The county police force now stands at 2,259, without the new recruits.

The cadets will study both in the classroom and through a series of intense simulations at various venues, which will imitate policing on the streets, including car chases, said one of the trainers, Chris Boccio, who grew up in Lynbrook. He stood by fellow trainer Joe Monez, of Mineola, in a hall as cadets sat in their classrooms nearby after the swearing-in.

The two noted that the NCPD requires a significantly more rigorous training program than New York state mandates — Nassau puts cadets through 1,050 to 1,200 hours of training, compared to the minimum 639 hours that the state requires for basic police training.

County Executive Laura Curran greeted the cadets during the ceremony. “Welcome to our Nassau County family,” she said. “We will have your back,” adding, “Your success is our success.”

The age of the Hawthorn building was apparent in the auditorium where Curran spoke, with its dim lighting, worn linoleum floor and exposed heating duct above, wrapped in silver insulation. A $54 million, 89,000-square-foot academy is now under construction on the campus of Nassau Community College in Garden City and is expected to be complete in May.

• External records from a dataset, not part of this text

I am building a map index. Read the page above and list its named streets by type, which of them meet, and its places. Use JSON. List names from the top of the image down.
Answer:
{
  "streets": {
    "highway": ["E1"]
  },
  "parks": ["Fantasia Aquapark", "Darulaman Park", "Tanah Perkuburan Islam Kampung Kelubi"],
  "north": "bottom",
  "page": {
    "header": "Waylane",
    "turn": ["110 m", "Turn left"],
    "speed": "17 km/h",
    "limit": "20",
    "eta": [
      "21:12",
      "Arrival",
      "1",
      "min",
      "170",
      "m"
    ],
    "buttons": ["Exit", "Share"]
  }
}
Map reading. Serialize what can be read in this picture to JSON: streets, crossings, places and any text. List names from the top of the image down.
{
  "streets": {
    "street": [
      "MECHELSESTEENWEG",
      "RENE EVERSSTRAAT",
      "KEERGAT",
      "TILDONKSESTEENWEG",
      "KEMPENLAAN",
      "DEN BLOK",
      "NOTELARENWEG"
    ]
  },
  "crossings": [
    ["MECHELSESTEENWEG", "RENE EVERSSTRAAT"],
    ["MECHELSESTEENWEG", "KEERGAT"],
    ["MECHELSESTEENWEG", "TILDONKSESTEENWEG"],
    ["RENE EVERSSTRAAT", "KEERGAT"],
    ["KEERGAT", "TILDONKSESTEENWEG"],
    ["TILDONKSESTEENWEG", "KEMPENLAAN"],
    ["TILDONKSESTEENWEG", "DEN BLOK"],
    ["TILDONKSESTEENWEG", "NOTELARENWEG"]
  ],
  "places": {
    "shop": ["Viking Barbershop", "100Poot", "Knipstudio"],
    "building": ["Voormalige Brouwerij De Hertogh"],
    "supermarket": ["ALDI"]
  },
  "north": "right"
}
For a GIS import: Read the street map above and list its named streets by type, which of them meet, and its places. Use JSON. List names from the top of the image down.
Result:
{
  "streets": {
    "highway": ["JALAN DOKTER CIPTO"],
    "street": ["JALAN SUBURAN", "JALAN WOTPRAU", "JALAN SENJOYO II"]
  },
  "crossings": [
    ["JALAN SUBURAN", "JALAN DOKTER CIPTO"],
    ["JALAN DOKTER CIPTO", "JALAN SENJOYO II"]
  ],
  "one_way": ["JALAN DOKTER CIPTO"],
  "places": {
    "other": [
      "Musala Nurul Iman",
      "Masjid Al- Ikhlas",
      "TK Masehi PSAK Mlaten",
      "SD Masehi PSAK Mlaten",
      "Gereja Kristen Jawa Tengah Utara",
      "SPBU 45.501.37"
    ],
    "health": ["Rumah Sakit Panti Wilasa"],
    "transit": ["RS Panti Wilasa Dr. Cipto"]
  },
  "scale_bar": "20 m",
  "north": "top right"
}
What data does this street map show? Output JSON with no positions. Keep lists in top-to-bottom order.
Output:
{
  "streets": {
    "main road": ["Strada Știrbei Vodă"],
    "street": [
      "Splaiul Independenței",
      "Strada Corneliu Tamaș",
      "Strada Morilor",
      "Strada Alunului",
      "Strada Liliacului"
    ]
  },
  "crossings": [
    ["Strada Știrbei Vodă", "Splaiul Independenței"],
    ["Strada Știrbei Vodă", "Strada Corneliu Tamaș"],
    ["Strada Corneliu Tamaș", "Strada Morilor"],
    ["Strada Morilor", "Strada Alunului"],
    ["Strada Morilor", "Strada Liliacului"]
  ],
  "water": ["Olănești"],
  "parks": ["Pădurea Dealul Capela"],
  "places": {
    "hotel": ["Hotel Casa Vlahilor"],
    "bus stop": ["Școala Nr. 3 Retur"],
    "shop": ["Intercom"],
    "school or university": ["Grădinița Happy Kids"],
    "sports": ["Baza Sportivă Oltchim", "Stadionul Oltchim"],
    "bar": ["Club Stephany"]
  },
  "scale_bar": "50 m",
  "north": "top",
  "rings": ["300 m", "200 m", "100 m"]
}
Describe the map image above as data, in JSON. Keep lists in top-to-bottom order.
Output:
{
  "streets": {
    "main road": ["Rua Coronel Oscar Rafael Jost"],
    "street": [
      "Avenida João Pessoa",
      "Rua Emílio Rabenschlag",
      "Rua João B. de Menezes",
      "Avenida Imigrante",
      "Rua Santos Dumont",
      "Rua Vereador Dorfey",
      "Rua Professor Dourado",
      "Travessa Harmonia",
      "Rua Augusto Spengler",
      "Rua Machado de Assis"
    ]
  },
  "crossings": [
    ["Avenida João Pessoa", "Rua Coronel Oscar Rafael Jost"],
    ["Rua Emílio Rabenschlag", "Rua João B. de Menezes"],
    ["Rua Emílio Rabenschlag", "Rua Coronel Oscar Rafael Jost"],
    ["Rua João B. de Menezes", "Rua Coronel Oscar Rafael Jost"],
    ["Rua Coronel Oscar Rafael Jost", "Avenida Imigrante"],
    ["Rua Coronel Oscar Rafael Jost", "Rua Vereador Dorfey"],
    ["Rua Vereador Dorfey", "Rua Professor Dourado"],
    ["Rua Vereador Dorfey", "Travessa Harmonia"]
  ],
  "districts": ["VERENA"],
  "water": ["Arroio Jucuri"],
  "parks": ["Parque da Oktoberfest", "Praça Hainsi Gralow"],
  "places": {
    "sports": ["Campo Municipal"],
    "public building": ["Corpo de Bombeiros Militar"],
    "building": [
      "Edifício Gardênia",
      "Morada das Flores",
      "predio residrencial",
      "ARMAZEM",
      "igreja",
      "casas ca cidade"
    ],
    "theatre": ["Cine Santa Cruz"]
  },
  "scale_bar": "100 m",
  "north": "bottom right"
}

The current class will be the last to train at the Massapequa Park facility and the first to graduate at the new Garden City center, said Police Commissioner Patrick Ryder, who grew up in Lynbrook and now lives in Wantagh. 

He also noted it is the first to enter the academy amid a pandemic, and will be the first to graduate under new state policing reforms enacted after the death of George Floyd in Minneapolis on May 25, which stress the need for community policing that requires officers to understand and engage with people at the local level.

At the same time, the reforms made the use of a chokehold a felony punishable by up to 15 years in prison if an officer injures or kills a person, and opened police misconduct records to the public, among other measures.

It's also expected that the cadets will wear body cameras when they patrol the streets after graduation, Ryder said. The county and Police Benevolent Association recently came to terms on the requirement. Officers are to be paid a $3,000 annual cash stipend to wear the cameras. The union membership, county Legislature and county fiscal control board must still sign off on the agreement.

 Ryder, now in his 38th year in policing, said he “embraced the culture here” during his time at the academy in 1986, after having spent four years in the New York Police Department. The NCPD’s culture, he said, is one “of community service.”

Cadet Chelsea Penn, 26, who was not permitted by academy rules to give her hometown, said, “I’m a little nervous but super-excited” about starting police training. She had been at the academy since early that morning and had gone for a run before the swearing-in.

She stood beside her brother, Derrick Penn, 28, an officer in the 8th Precinct in Bethpage, who has been with the department four years. “She’s a perfect asset to this department,” Derrick said, smiling.